Another more unusual request Alex has made this week goes along with his interest in measurement in a less obvious way. Earlier in the week, Alex asked me to find the story of Goldilocks and the Three Bears. Although I couldn’t find a storybook of that old tale I used to read to him when he was little, I was able to find the text of the story online, which he requested I print for him. Reading the story to himself was not satisfying, though, because he wanted me to read the story aloud to him, complete with the voices of Mama Bear, Papa Bear, Baby Bear, and the nosy little Goldilocks. (Actually, I’m somewhat surprised he hasn’t assigned these characters with their own dropodos levels.) Nonetheless, he asked me to read the story to him several time, each time smiling ear to ear as he listened to me say the characters’ lines with different intonations.

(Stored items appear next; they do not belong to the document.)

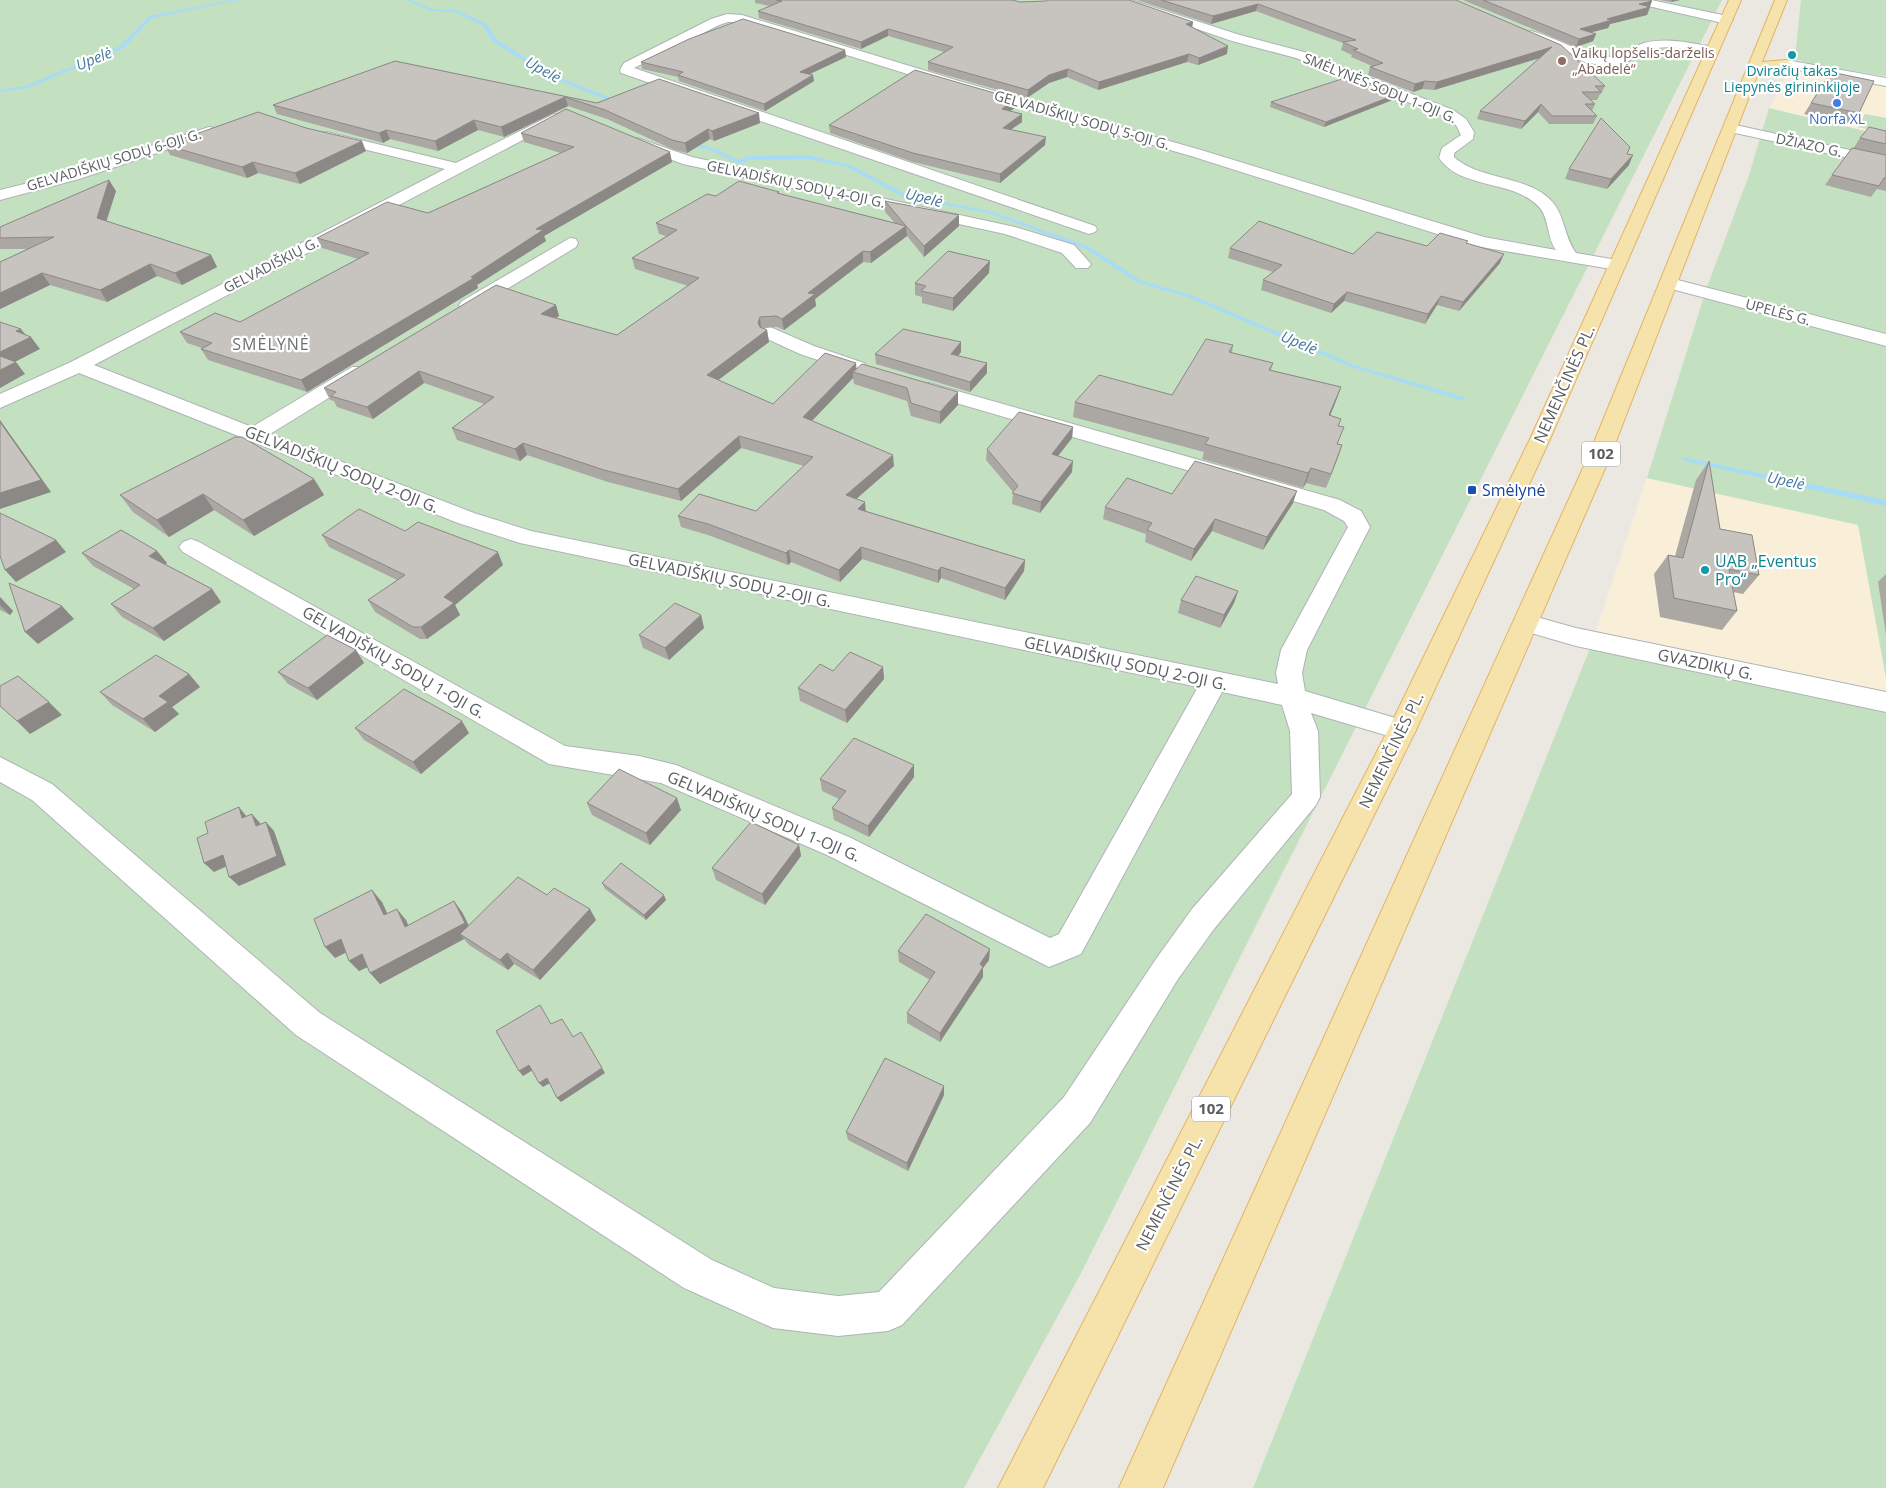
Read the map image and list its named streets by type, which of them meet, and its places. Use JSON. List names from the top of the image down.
{
  "streets": {
    "main road": ["NEMENČINĖS PL.", "102"],
    "street": [
      "SMĖLYNĖS SODŲ 1-OJI G.",
      "GELVADIŠKIŲ SODŲ 5-OJI G.",
      "DŽIAZO G.",
      "GELVADIŠKIŲ SODŲ 6-OJI G.",
      "GELVADIŠKIŲ SODŲ 4-OJI G.",
      "GELVADIŠKIŲ G.",
      "UPELĖS G.",
      "GELVADIŠKIŲ SODŲ 2-OJI G.",
      "GELVADIŠKIŲ SODŲ 1-OJI G.",
      "GVAZDIKŲ G."
    ]
  },
  "crossings": [
    ["SMĖLYNĖS SODŲ 1-OJI G.", "GELVADIŠKIŲ SODŲ 5-OJI G."],
    ["GELVADIŠKIŲ SODŲ 5-OJI G.", "NEMENČINĖS PL."],
    ["DŽIAZO G.", "102"],
    ["GELVADIŠKIŲ G.", "GELVADIŠKIŲ SODŲ 2-OJI G."],
    ["UPELĖS G.", "102"],
    ["NEMENČINĖS PL.", "GELVADIŠKIŲ SODŲ 2-OJI G."],
    ["102", "GVAZDIKŲ G."],
    ["GELVADIŠKIŲ SODŲ 2-OJI G.", "GELVADIŠKIŲ SODŲ 1-OJI G."]
  ],
  "districts": ["SMĖLYNĖ"],
  "water": ["Upelė"],
  "places": {
    "other": [
      "Dviračių takas Liepynės girininkijoje",
      "Vaikų lopšelis-darželis „Abadelė“",
      "Norfa XL",
      "UAB „Eventus Pro“"
    ],
    "transit": ["Smėlynė"]
  }
}
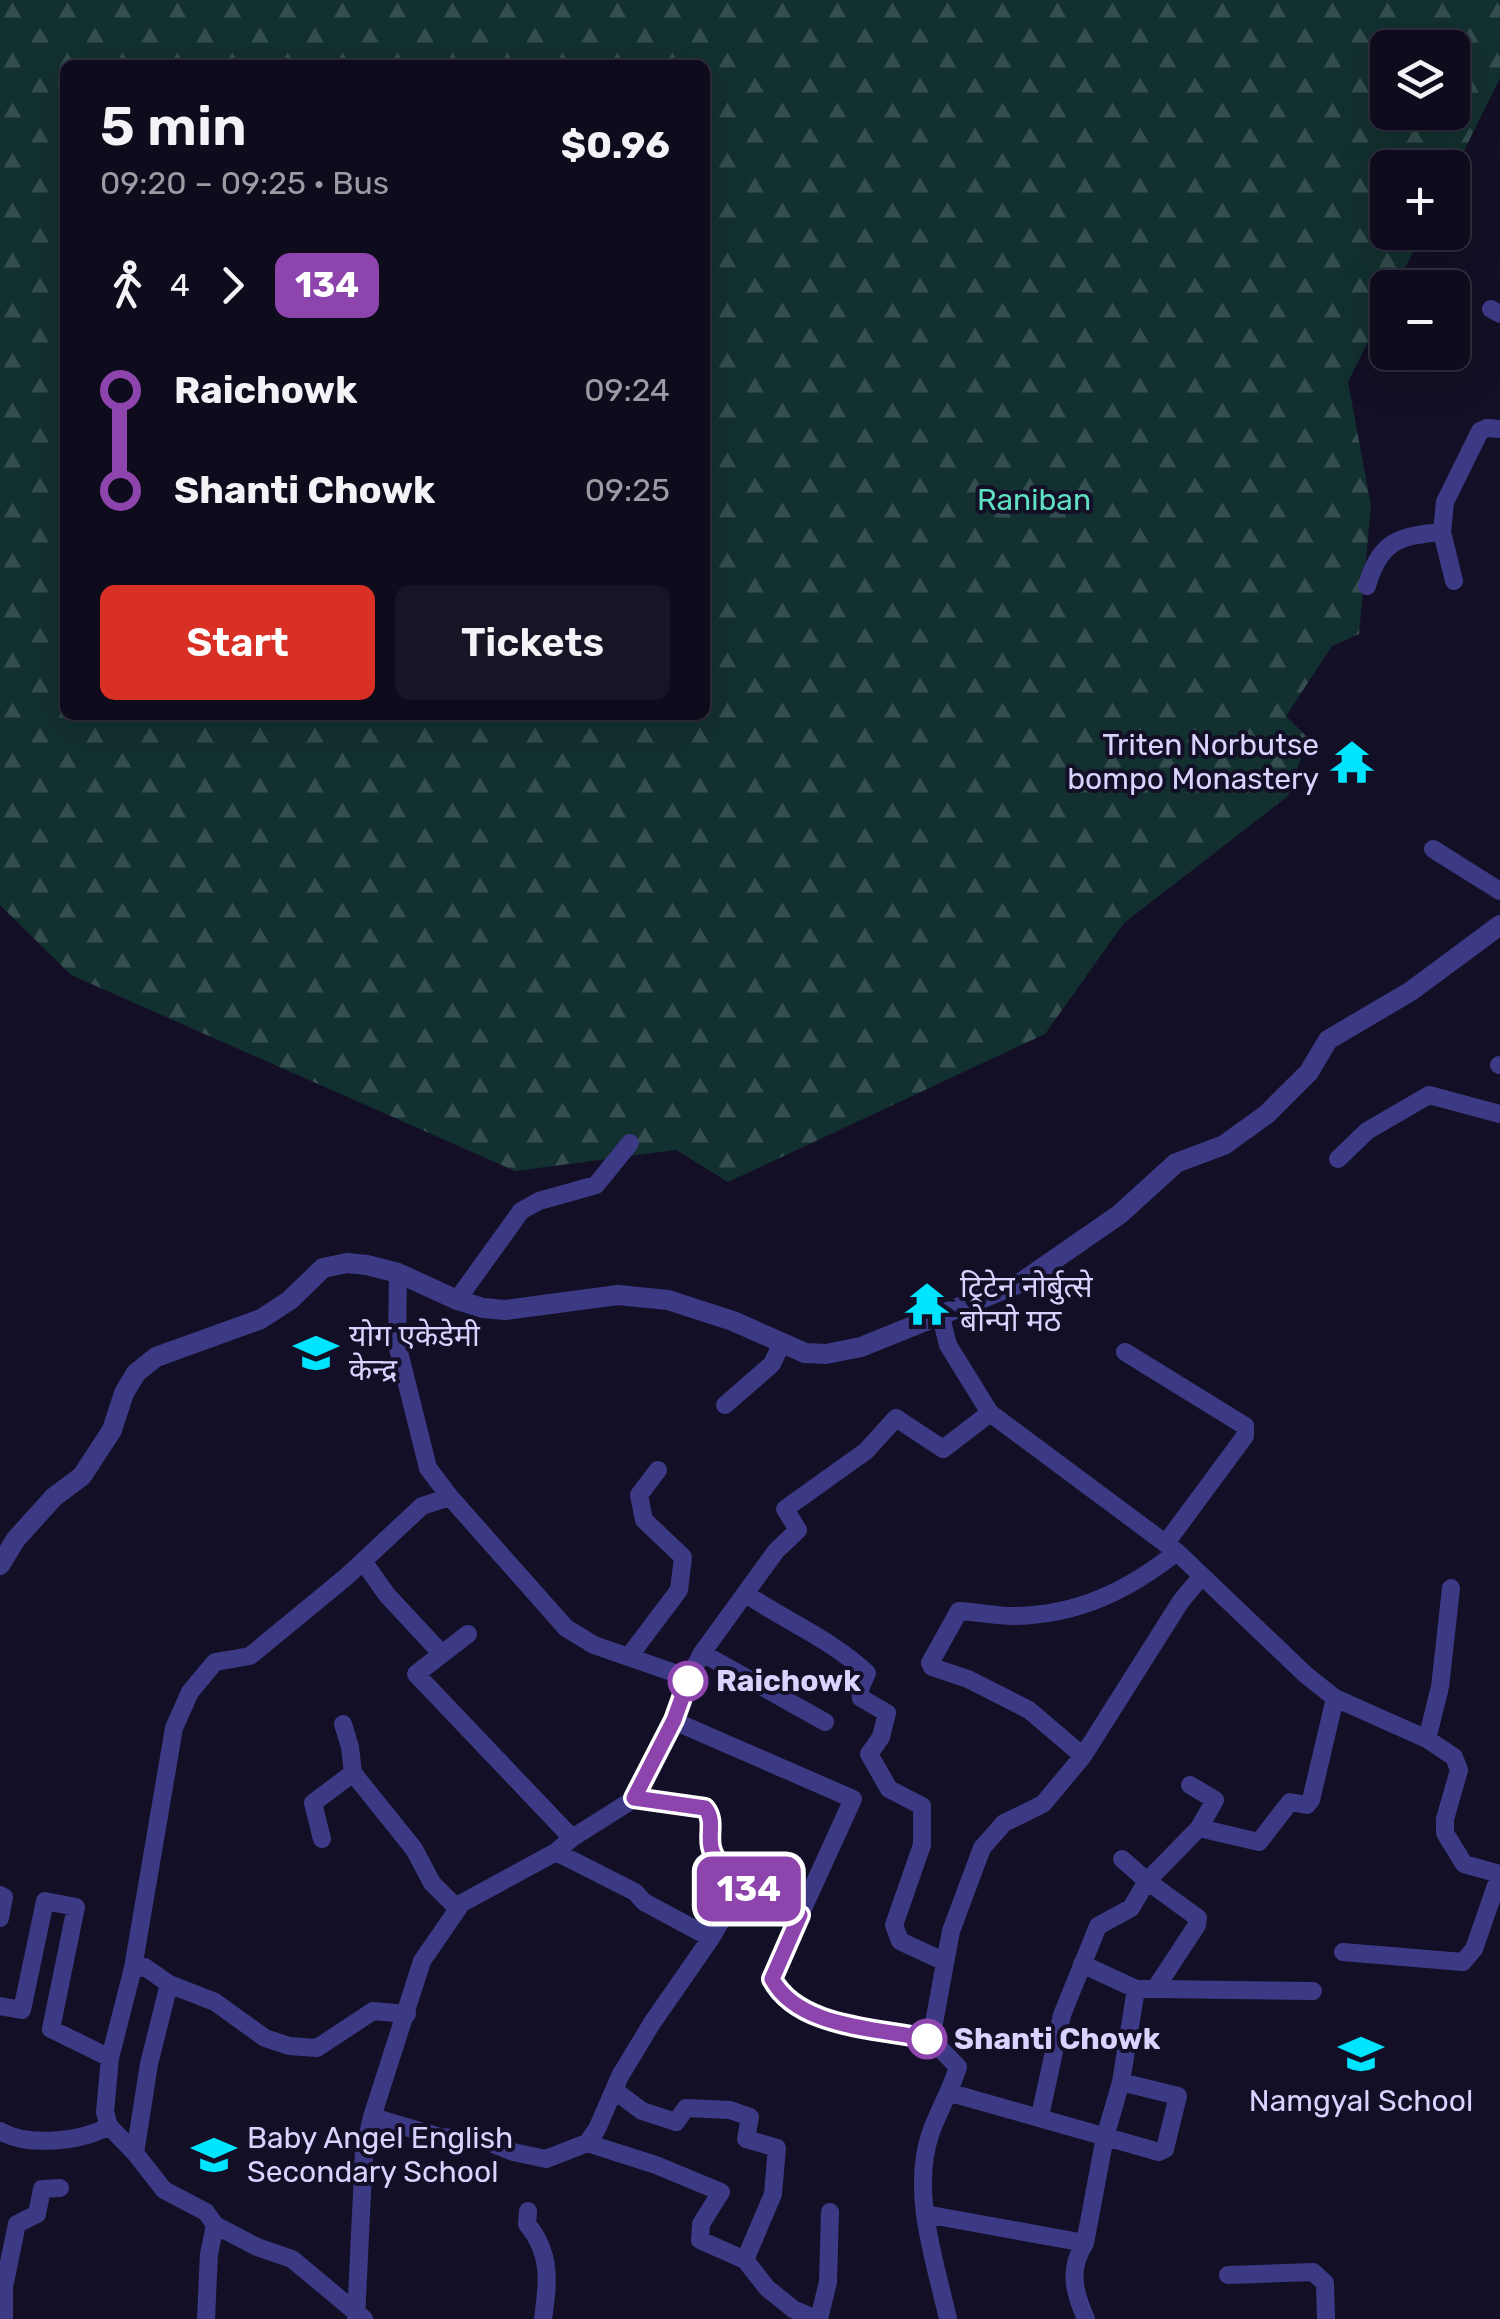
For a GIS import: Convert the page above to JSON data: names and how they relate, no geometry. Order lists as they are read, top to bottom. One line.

His favorite line, however, was every time Goldilocks finally decided after two extremes that something was “just right.” Since he seemed to enjoy revisiting this story from his childhood, I found a copy of the book at Wal-Mart (while we were buying the red ruler and quilting tape measure, which meant our total cost for Alex’s current whims was only about five dollars) with nice illustrations for him to enjoy as well as the story itself. Several times a day, Alex brings me the storybook and asks me to read “the book about porridge,” and I’m pleased to fulfill his simple request, especially since it seems to bring him so much joy. Yesterday, he asked me if we could call the bears and Goldilocks on the phone, and I’m guessing that he was hoping to hear their distinctive voices. I had to explain to him that they weren’t real, but were just characters in a book. Fortunately, he took the news in stride, and I found his childlike innocence endearing.
In trying to analyze what Alex likes so much about Goldilocks and the Three Bears, besides my reading with the varied voices, I think he really likes the idea of “just right.” When we run water for his bath or shower or check his food temperature, Ed and I always make sure it’s not too hot or too cold, but that it’s just right. When we buy him shoes or clothes, we make sure they’re not too big or too small, but just right. When we find him a pillow for his bed, we know that it cannot be too hard or too soft; it must be just right. In trying to make Alex’s life comfortable and safe, he, like Goldilocks, has developed a preference for all in life that is “just right” and knows that measuring will allow him to know the extremes as well as the comfortable middle he has trusted us to find for him. Now he’s ready to find what is just right for himself. Of course, he knows we will be right behind him, guiding him, praying, and making sure that he can find the “just right” for all things in his life so that he may enjoy all the good things life has to offer.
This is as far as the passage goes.